* What to produce
Every record below needs to be set down exactly. Pictures do not belong in the copy.

Dataset excerpts
★ ★ ★

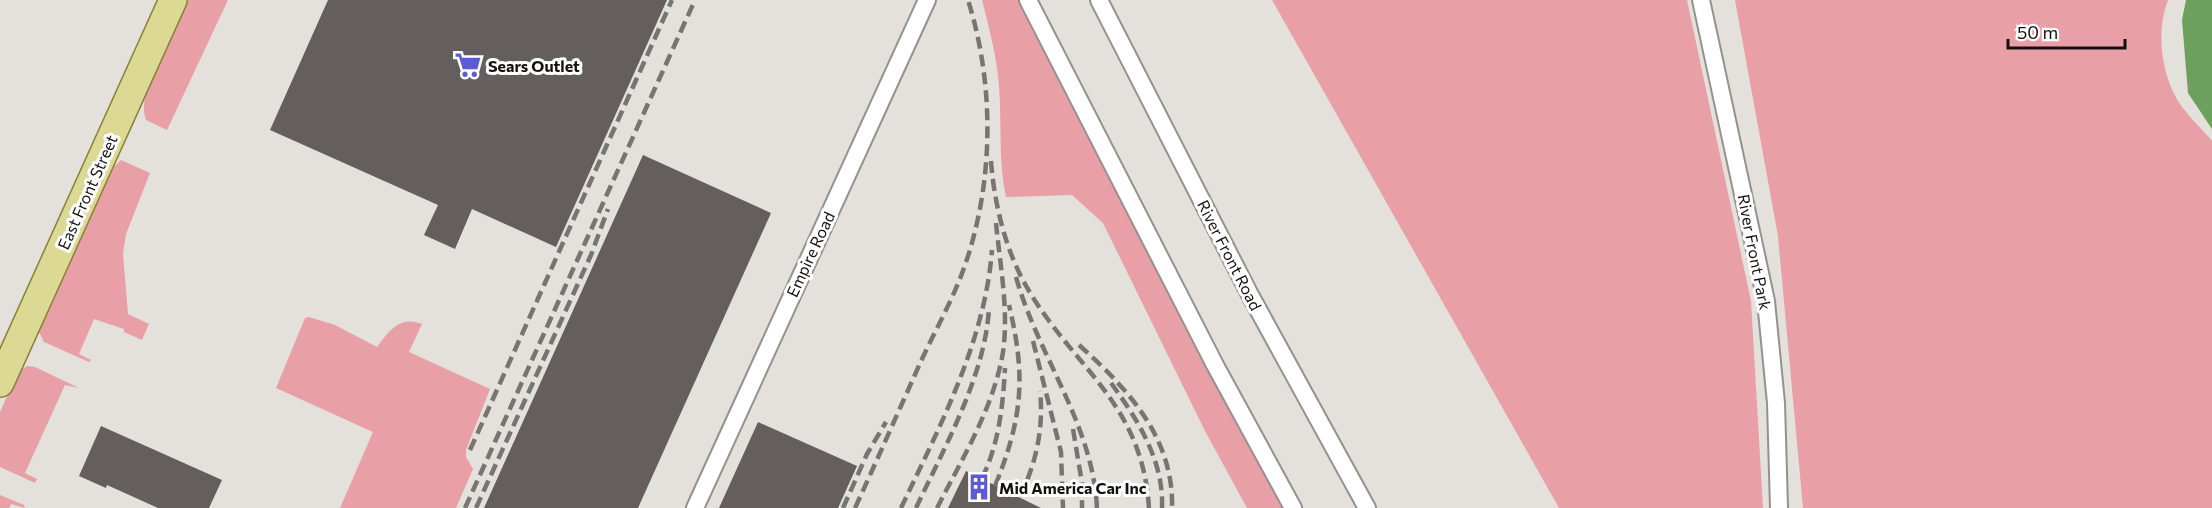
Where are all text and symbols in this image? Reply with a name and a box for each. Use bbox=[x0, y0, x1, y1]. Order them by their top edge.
scale bar bbox=[2008, 12, 2125, 50]
text: 50 m bbox=[2017, 21, 2058, 43]
supermarket icon: Sears Outlet bbox=[453, 50, 483, 80]
place label: Sears Outlet bbox=[488, 56, 580, 75]
street label: East Front Street bbox=[53, 131, 121, 252]
street label: River Front Park bbox=[1734, 192, 1776, 312]
street label: River Front Road bbox=[1194, 197, 1266, 313]
street label: Empire Road bbox=[782, 208, 838, 300]
building icon: Mid America Car Inc bbox=[964, 472, 994, 502]
place label: Mid America Car Inc bbox=[999, 478, 1147, 497]

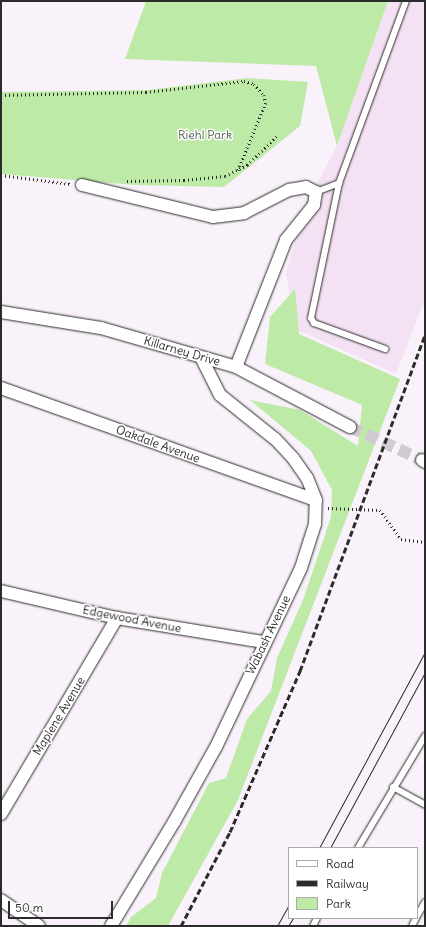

★ ★ ★

* Task result
Where are all text and symbols in this image? Reply with a name and a box for each. Use bbox=[x0, y0, x1, y1]. Order them by their top edge.
scale bar bbox=[2008, 12, 2125, 50]
text: 50 m bbox=[2017, 21, 2058, 43]
supermarket icon: Sears Outlet bbox=[453, 50, 483, 80]
place label: Sears Outlet bbox=[488, 56, 580, 75]
street label: East Front Street bbox=[53, 131, 121, 252]
street label: River Front Park bbox=[1734, 192, 1776, 312]
street label: River Front Road bbox=[1194, 197, 1266, 313]
street label: Empire Road bbox=[782, 208, 838, 300]
building icon: Mid America Car Inc bbox=[964, 472, 994, 502]
place label: Mid America Car Inc bbox=[999, 478, 1147, 497]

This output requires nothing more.